Gosh, What Happened to Jazz?


The winners of the Down Beat Critics' Poll provides a window into trends jazz, and is a place to check out some of the better players and promising young talent. There are some terrific jazz musicians on the list like Gary Smulyan on baritone sax, Wycliffe Gordon on trombone and the very talented Anat Cohen on reeds. Most of the other top-notch players have been around for quite awhile, like Branford Marsalis and Christian McBride.  

Anat Cohen
There were other outstanding musicians in the top tier, but many of them don't seem to be jazz musicians, or minimally so, which raises the question why they appear on Downbeat’s Jazz Poll.  A surprising number of their recordings seem to have little to do with jazz.  It's a given that I'm an old curmudgeon and stuck in my ways, but I do expect music of a given type, say Indian Raga or Spanish Flamenco, to actually be what it claims to be, in this case jazz.   Many of the sides I sampled were discursive, introspective, highly self-absorbed solos more in common with György Ligeti or John Cage than Ellington, Monk, Parker or Coltrane.  They were usually accompanied by bass or drums, providing a nodding reference to jazz, with otherwise, lacking its basic elements.

Charlie Parker
Jazz is perhaps the only uniquely American music, rooted in gospel and blues traditions. Its African roots are evident in its use of blue notes, improvisation and syncopation.  Jazz has always incorporated music from American popular music, most notably ballads as the framework for improvisation.  Inherent to jazz is "swinging" and coordinated improvised group interaction.  Early blues was commonly structured around a repetitive call-and-response pattern, a common element in the African American oral tradition. These features are fundamental to jazz.  If music doesn’t refer to that tradition, as far as I'm concerned, it isn't jazz.   It is difficult to find these jazz roots in many of the Down Beat Critics' top rated musicians' pieces.

Many of the latter recordings were composed by the performers.  With a few exceptions, there are no jazz standards on albums.  I recently reviewed Charlie Parker's discography and found most are standards that he improvisationally and by arrangement turned into his own compositions, or were pieces by Monk, Gillespie and other Bop era musicians.  There are few of his compositions.  These mostly younger musicians are virtuoso masters of their instruments, which apparently lead them to assume whatever improvisation they decided to perform were worth someone's listening.  For example, pieces by Rudresh Mahanthappa, on Alto Saxophone and Ambrose Akinmusire on trumpet, were technically very skilled and some pleasant, but after listening to them, I understand why many of today's "jazz musicians" are struggling to make a living playing jazz. 

Quite a few songs on the last two years Down Beat lists had non-referential titles, while others have one word exotic or mysterious titles, like "Aroca," and  "Dingmandingo, "Tirtha," "Mehndi," or "Parakram."  Odd titles aren't new in jazz.  Thelonius Monk titled his songs strangely, like "Epistrophy," but most of Monk's songs made at least some semantic sense, like "Nellie's Crepuscle," and "Yardbird Suite."   When every song on an album has a one-word title in a language unfamiliar to English speakers, who are likely a major audience, or is intentionally opaque, that's a bit different.  Some songs might as well be assigned numbers or dates on which they were recorded.  Eric Dolphy often played recognizable songs written by others, though he started the trend of meaningless song titles, like “245”, “G.W,” and “Number 5.”   Occasionally titles on the 2012 list cleverly allude to other music or literary sources, but that seems to be the exception.
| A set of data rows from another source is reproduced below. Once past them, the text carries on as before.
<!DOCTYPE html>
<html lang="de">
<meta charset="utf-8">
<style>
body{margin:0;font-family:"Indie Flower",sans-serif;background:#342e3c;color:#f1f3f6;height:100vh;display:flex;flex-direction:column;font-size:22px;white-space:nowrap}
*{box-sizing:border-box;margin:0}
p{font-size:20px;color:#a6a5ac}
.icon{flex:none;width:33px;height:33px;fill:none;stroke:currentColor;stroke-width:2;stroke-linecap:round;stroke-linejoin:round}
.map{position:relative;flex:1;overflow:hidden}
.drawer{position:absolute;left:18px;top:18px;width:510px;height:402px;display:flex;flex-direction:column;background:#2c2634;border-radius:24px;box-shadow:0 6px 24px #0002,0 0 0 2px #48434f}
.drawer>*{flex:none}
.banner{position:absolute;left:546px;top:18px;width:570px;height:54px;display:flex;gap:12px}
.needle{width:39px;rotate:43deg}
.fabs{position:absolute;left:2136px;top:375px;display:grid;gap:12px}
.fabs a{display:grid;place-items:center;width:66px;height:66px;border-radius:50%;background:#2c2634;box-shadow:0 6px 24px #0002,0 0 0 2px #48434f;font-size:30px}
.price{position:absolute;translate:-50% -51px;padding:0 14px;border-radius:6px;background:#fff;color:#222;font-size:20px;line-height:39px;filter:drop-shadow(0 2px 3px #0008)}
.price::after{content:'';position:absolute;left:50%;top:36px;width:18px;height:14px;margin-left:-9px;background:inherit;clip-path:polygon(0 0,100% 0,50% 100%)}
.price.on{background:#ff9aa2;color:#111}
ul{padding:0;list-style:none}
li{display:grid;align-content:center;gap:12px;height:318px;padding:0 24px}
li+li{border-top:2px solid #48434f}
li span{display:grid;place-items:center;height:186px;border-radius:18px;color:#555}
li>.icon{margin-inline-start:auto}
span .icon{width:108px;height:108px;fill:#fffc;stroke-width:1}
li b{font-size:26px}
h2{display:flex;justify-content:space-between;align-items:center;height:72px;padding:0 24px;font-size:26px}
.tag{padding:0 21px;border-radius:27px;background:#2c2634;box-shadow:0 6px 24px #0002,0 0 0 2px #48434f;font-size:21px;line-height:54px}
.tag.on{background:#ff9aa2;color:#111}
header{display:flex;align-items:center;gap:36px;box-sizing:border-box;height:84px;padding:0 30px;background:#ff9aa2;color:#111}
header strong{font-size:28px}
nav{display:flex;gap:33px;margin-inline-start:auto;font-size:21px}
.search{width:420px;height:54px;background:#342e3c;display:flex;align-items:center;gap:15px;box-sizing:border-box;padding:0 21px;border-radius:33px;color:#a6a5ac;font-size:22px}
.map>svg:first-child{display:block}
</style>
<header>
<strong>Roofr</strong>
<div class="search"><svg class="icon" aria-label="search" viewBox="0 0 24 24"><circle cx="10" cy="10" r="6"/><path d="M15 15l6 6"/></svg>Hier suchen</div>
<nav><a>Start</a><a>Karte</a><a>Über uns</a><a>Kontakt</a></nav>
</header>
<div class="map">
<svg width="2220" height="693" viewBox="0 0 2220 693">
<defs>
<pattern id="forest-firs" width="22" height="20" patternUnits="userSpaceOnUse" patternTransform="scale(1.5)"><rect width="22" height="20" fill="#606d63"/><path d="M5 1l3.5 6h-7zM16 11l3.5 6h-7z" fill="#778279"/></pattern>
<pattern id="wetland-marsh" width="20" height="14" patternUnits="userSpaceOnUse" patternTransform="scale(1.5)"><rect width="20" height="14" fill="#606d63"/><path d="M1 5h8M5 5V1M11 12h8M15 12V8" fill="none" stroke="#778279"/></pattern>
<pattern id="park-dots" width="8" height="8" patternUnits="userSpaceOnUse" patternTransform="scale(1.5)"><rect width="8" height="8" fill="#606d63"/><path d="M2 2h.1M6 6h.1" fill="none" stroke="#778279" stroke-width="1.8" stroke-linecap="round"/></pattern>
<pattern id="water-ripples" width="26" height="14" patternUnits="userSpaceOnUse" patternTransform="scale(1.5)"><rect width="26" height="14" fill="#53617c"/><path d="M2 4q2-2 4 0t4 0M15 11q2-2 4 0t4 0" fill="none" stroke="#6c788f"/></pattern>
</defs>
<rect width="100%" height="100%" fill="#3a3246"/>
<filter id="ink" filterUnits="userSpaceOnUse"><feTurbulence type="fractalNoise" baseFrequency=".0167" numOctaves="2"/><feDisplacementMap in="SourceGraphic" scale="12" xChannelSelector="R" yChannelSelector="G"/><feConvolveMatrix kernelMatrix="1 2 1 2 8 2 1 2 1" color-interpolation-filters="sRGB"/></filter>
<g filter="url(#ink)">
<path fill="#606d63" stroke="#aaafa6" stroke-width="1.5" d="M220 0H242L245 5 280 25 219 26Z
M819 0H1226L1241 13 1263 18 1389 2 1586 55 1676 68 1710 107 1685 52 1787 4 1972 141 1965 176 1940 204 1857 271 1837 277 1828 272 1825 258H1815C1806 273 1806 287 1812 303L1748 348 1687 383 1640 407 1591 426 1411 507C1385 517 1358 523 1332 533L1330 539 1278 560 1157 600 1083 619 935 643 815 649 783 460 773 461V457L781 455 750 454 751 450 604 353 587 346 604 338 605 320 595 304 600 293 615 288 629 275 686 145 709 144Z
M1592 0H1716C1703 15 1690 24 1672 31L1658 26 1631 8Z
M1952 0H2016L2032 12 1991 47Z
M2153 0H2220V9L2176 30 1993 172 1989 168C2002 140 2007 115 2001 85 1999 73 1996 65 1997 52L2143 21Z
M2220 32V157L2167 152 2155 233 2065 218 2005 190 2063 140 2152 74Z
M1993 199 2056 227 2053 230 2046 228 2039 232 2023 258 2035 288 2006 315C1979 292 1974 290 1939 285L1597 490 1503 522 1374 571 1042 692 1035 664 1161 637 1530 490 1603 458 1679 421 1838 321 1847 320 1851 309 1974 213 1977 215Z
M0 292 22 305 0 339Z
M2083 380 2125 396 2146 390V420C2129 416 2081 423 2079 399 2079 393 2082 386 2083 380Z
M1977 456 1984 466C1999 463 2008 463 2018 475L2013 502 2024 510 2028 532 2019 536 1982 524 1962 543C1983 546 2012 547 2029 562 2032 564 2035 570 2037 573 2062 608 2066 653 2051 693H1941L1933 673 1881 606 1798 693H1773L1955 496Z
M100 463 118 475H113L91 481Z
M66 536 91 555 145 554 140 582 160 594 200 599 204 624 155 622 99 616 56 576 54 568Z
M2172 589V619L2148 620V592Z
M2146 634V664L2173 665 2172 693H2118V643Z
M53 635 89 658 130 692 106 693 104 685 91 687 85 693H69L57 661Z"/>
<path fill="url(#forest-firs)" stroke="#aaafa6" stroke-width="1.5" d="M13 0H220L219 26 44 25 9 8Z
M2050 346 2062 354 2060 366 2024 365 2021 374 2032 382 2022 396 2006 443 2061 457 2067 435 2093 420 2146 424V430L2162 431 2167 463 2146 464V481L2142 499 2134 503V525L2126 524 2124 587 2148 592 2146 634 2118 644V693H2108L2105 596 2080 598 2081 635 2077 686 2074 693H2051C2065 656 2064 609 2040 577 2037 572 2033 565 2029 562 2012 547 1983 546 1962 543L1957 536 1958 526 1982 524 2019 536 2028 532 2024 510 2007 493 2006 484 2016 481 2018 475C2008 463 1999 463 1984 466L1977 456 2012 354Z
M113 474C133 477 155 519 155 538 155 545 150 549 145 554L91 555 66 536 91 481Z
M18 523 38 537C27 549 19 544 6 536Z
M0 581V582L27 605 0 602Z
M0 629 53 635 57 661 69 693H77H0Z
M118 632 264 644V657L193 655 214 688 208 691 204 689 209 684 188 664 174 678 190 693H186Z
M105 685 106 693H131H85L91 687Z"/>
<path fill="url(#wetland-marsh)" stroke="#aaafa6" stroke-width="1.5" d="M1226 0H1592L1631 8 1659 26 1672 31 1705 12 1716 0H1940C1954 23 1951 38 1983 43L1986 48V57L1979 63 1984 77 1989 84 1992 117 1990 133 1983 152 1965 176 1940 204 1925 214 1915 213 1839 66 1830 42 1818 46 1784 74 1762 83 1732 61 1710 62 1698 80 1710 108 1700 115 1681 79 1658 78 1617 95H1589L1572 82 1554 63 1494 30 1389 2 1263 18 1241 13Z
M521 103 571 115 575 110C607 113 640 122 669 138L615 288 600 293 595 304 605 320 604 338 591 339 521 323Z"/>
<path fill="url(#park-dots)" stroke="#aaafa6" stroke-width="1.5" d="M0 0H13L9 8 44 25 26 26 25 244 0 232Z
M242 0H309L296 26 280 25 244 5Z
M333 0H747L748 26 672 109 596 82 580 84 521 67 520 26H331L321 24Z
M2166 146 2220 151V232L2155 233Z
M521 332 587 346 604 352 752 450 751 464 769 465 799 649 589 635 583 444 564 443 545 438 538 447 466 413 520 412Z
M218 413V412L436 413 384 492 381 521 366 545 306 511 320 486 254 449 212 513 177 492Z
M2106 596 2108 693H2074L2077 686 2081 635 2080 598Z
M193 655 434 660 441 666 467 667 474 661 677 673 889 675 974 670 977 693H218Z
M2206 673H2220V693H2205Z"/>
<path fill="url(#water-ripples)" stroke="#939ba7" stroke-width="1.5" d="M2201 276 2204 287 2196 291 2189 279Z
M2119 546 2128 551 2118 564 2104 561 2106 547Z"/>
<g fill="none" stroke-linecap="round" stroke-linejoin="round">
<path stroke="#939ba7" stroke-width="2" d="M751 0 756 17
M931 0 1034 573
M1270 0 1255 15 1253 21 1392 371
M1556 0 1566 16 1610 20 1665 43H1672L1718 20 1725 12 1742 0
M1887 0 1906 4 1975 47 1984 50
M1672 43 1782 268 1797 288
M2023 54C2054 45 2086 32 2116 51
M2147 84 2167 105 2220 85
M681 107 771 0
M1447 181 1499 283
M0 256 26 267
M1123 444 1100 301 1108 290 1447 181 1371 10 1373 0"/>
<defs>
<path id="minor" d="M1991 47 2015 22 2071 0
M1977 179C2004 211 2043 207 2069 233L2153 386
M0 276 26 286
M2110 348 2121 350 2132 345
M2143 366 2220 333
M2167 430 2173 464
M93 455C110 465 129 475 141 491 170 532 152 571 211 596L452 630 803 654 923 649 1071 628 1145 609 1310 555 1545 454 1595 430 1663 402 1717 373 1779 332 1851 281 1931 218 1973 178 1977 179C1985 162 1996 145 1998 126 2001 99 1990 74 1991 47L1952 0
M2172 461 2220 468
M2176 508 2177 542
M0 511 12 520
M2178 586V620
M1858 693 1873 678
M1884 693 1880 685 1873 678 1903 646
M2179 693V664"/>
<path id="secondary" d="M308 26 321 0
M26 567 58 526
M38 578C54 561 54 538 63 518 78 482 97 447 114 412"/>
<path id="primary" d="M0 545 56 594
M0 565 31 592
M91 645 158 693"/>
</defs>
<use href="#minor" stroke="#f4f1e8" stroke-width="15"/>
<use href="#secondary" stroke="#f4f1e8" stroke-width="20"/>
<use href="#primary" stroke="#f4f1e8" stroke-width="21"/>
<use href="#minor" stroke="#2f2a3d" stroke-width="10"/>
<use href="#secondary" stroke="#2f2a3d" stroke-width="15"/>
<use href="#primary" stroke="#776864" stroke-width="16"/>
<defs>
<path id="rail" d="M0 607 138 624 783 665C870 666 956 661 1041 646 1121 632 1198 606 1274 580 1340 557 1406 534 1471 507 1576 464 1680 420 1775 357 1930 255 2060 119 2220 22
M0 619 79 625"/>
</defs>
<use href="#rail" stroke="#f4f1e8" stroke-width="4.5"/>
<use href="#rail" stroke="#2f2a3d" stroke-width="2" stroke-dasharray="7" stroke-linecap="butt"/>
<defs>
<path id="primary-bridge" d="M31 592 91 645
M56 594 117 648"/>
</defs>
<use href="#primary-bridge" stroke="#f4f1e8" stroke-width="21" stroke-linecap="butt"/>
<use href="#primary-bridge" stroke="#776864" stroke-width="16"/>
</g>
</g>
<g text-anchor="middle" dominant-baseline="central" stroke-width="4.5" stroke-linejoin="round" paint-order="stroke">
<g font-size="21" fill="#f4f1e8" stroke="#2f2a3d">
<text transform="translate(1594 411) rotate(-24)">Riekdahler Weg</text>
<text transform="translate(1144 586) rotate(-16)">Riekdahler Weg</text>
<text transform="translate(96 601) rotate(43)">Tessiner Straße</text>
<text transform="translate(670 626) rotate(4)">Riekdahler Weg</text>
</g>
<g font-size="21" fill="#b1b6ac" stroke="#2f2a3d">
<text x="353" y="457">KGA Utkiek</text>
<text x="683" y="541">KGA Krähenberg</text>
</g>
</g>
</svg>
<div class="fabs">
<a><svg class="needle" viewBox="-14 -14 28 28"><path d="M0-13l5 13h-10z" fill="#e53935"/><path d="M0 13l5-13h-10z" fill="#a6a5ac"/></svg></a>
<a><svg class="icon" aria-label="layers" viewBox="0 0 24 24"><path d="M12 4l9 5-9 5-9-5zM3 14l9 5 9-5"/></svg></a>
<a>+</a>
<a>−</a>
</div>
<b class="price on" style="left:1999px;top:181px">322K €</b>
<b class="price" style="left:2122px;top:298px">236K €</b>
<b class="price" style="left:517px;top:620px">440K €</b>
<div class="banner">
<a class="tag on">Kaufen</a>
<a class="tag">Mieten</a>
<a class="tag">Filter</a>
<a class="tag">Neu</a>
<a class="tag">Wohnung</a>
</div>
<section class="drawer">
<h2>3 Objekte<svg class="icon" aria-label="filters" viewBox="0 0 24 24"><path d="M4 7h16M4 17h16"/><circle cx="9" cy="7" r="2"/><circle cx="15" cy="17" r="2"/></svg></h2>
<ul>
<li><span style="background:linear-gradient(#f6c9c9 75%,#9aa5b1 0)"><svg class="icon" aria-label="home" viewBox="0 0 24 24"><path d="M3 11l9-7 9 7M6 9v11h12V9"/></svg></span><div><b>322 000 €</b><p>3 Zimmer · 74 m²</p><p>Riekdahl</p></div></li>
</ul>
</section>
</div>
Titling songs this way implies that it is an inside joke, disrespectful of the listener, who the player assumes couldn’t possibly get the joke.  

One gets the feeling much of this music was intended for the performer and some of their musician friends.  I would guess the audience for most of this music is other musicians or people who have studied music, especially classical music or other cultural traditions in music.  It is not user friendly to others, including to me, to whom jazz is an integral part of my life.  I try hard to imagine people listening to most of this music 20 years from now and referring to them as classics, but my imagination fails me.